» Task statement:
Only an exact repetition of the entries will do.

BEGIN The records

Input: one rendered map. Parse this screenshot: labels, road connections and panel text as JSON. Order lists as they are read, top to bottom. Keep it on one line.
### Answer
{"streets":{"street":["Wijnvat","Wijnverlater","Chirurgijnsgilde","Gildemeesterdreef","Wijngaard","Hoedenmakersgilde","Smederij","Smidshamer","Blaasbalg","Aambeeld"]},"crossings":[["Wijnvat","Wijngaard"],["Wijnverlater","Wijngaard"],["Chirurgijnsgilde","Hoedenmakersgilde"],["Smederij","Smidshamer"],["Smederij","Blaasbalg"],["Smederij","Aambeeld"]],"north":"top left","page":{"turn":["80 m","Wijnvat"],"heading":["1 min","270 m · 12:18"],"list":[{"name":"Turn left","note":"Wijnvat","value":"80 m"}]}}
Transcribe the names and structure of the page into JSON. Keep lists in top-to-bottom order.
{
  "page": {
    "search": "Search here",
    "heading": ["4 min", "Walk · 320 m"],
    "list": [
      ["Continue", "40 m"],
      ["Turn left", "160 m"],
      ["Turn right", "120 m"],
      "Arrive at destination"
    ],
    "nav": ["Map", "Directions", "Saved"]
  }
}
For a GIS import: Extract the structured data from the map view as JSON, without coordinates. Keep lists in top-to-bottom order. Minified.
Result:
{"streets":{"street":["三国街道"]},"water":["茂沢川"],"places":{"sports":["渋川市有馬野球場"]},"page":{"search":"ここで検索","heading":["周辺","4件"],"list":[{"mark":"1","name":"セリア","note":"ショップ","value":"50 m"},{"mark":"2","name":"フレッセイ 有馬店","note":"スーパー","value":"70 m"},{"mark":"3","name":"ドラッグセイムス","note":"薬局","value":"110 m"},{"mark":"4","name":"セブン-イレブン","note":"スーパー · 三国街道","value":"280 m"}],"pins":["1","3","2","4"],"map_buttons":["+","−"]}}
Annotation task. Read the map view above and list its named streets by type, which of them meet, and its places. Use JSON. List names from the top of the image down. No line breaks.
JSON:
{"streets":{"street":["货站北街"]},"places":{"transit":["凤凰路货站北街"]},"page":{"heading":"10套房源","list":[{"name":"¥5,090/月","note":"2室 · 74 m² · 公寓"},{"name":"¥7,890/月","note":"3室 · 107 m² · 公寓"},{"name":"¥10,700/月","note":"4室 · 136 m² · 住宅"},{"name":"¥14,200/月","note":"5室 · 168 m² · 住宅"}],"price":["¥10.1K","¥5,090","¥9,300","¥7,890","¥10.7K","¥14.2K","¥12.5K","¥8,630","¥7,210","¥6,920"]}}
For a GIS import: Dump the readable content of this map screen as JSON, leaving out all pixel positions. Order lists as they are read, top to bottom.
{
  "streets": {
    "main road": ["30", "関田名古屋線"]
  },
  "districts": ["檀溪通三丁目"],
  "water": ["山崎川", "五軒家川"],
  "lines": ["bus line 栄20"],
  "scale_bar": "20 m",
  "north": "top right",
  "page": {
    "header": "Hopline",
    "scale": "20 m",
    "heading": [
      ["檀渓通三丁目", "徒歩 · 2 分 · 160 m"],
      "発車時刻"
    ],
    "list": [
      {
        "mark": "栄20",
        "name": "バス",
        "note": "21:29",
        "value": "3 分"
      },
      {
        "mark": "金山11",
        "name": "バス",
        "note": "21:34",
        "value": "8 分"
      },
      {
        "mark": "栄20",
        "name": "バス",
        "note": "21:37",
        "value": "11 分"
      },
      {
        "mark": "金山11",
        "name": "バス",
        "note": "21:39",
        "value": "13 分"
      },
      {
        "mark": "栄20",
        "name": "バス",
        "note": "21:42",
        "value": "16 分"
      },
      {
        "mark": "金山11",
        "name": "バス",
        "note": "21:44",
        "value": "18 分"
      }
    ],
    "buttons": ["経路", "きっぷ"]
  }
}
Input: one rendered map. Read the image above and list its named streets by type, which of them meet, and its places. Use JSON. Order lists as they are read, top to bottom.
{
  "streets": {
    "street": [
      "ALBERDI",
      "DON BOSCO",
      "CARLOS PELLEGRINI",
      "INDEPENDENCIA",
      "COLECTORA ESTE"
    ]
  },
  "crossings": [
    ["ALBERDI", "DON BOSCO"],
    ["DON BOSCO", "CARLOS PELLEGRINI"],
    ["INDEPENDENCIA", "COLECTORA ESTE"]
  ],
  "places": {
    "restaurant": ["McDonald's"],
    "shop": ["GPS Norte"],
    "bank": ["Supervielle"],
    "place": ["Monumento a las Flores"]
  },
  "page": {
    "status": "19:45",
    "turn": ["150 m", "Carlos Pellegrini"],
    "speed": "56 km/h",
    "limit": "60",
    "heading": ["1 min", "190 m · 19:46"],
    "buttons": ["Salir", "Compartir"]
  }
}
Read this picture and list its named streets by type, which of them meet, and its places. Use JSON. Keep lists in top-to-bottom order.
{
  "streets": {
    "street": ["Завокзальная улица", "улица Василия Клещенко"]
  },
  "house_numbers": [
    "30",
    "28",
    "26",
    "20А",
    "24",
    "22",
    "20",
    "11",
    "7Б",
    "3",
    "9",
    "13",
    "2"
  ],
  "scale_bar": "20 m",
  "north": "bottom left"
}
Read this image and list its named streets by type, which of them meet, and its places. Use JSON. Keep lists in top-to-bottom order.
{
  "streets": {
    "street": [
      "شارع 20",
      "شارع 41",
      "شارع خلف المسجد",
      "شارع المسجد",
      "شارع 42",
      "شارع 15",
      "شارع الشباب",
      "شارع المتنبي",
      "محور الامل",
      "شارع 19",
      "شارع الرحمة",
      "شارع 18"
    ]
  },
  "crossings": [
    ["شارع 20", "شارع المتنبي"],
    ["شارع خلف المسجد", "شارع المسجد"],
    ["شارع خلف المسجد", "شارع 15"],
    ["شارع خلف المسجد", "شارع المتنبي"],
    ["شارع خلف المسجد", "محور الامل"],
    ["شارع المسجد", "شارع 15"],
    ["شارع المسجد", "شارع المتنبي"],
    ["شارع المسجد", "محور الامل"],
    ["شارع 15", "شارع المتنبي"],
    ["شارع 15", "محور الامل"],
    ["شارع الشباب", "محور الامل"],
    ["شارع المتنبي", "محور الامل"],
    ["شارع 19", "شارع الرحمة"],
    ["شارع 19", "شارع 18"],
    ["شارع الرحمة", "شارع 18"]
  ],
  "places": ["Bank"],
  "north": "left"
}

END The records

» Solution for this problem:
Input: one rendered map. Parse this screenshot: labels, road connections and panel text as JSON. Order lists as they are read, top to bottom. Keep it on one line.
### Answer
{"streets":{"street":["Wijnvat","Wijnverlater","Chirurgijnsgilde","Gildemeesterdreef","Wijngaard","Hoedenmakersgilde","Smederij","Smidshamer","Blaasbalg","Aambeeld"]},"crossings":[["Wijnvat","Wijngaard"],["Wijnverlater","Wijngaard"],["Chirurgijnsgilde","Hoedenmakersgilde"],["Smederij","Smidshamer"],["Smederij","Blaasbalg"],["Smederij","Aambeeld"]],"north":"top left","page":{"turn":["80 m","Wijnvat"],"heading":["1 min","270 m · 12:18"],"list":[{"name":"Turn left","note":"Wijnvat","value":"80 m"}]}}
Transcribe the names and structure of the page into JSON. Keep lists in top-to-bottom order.
{
  "page": {
    "search": "Search here",
    "heading": ["4 min", "Walk · 320 m"],
    "list": [
      ["Continue", "40 m"],
      ["Turn left", "160 m"],
      ["Turn right", "120 m"],
      "Arrive at destination"
    ],
    "nav": ["Map", "Directions", "Saved"]
  }
}
For a GIS import: Extract the structured data from the map view as JSON, without coordinates. Keep lists in top-to-bottom order. Minified.
Result:
{"streets":{"street":["三国街道"]},"water":["茂沢川"],"places":{"sports":["渋川市有馬野球場"]},"page":{"search":"ここで検索","heading":["周辺","4件"],"list":[{"mark":"1","name":"セリア","note":"ショップ","value":"50 m"},{"mark":"2","name":"フレッセイ 有馬店","note":"スーパー","value":"70 m"},{"mark":"3","name":"ドラッグセイムス","note":"薬局","value":"110 m"},{"mark":"4","name":"セブン-イレブン","note":"スーパー · 三国街道","value":"280 m"}],"pins":["1","3","2","4"],"map_buttons":["+","−"]}}
Annotation task. Read the map view above and list its named streets by type, which of them meet, and its places. Use JSON. List names from the top of the image down. No line breaks.
JSON:
{"streets":{"street":["货站北街"]},"places":{"transit":["凤凰路货站北街"]},"page":{"heading":"10套房源","list":[{"name":"¥5,090/月","note":"2室 · 74 m² · 公寓"},{"name":"¥7,890/月","note":"3室 · 107 m² · 公寓"},{"name":"¥10,700/月","note":"4室 · 136 m² · 住宅"},{"name":"¥14,200/月","note":"5室 · 168 m² · 住宅"}],"price":["¥10.1K","¥5,090","¥9,300","¥7,890","¥10.7K","¥14.2K","¥12.5K","¥8,630","¥7,210","¥6,920"]}}
For a GIS import: Dump the readable content of this map screen as JSON, leaving out all pixel positions. Order lists as they are read, top to bottom.
{
  "streets": {
    "main road": ["30", "関田名古屋線"]
  },
  "districts": ["檀溪通三丁目"],
  "water": ["山崎川", "五軒家川"],
  "lines": ["bus line 栄20"],
  "scale_bar": "20 m",
  "north": "top right",
  "page": {
    "header": "Hopline",
    "scale": "20 m",
    "heading": [
      ["檀渓通三丁目", "徒歩 · 2 分 · 160 m"],
      "発車時刻"
    ],
    "list": [
      {
        "mark": "栄20",
        "name": "バス",
        "note": "21:29",
        "value": "3 分"
      },
      {
        "mark": "金山11",
        "name": "バス",
        "note": "21:34",
        "value": "8 分"
      },
      {
        "mark": "栄20",
        "name": "バス",
        "note": "21:37",
        "value": "11 分"
      },
      {
        "mark": "金山11",
        "name": "バス",
        "note": "21:39",
        "value": "13 分"
      },
      {
        "mark": "栄20",
        "name": "バス",
        "note": "21:42",
        "value": "16 分"
      },
      {
        "mark": "金山11",
        "name": "バス",
        "note": "21:44",
        "value": "18 分"
      }
    ],
    "buttons": ["経路", "きっぷ"]
  }
}
Input: one rendered map. Read the image above and list its named streets by type, which of them meet, and its places. Use JSON. Order lists as they are read, top to bottom.
{
  "streets": {
    "street": [
      "ALBERDI",
      "DON BOSCO",
      "CARLOS PELLEGRINI",
      "INDEPENDENCIA",
      "COLECTORA ESTE"
    ]
  },
  "crossings": [
    ["ALBERDI", "DON BOSCO"],
    ["DON BOSCO", "CARLOS PELLEGRINI"],
    ["INDEPENDENCIA", "COLECTORA ESTE"]
  ],
  "places": {
    "restaurant": ["McDonald's"],
    "shop": ["GPS Norte"],
    "bank": ["Supervielle"],
    "place": ["Monumento a las Flores"]
  },
  "page": {
    "status": "19:45",
    "turn": ["150 m", "Carlos Pellegrini"],
    "speed": "56 km/h",
    "limit": "60",
    "heading": ["1 min", "190 m · 19:46"],
    "buttons": ["Salir", "Compartir"]
  }
}
Read this picture and list its named streets by type, which of them meet, and its places. Use JSON. Keep lists in top-to-bottom order.
{
  "streets": {
    "street": ["Завокзальная улица", "улица Василия Клещенко"]
  },
  "house_numbers": [
    "30",
    "28",
    "26",
    "20А",
    "24",
    "22",
    "20",
    "11",
    "7Б",
    "3",
    "9",
    "13",
    "2"
  ],
  "scale_bar": "20 m",
  "north": "bottom left"
}
Read this image and list its named streets by type, which of them meet, and its places. Use JSON. Keep lists in top-to-bottom order.
{
  "streets": {
    "street": [
      "شارع 20",
      "شارع 41",
      "شارع خلف المسجد",
      "شارع المسجد",
      "شارع 42",
      "شارع 15",
      "شارع الشباب",
      "شارع المتنبي",
      "محور الامل",
      "شارع 19",
      "شارع الرحمة",
      "شارع 18"
    ]
  },
  "crossings": [
    ["شارع 20", "شارع المتنبي"],
    ["شارع خلف المسجد", "شارع المسجد"],
    ["شارع خلف المسجد", "شارع 15"],
    ["شارع خلف المسجد", "شارع المتنبي"],
    ["شارع خلف المسجد", "محور الامل"],
    ["شارع المسجد", "شارع 15"],
    ["شارع المسجد", "شارع المتنبي"],
    ["شارع المسجد", "محور الامل"],
    ["شارع 15", "شارع المتنبي"],
    ["شارع 15", "محور الامل"],
    ["شارع الشباب", "محور الامل"],
    ["شارع المتنبي", "محور الامل"],
    ["شارع 19", "شارع الرحمة"],
    ["شارع 19", "شارع 18"],
    ["شارع الرحمة", "شارع 18"]
  ],
  "places": ["Bank"],
  "north": "left"
}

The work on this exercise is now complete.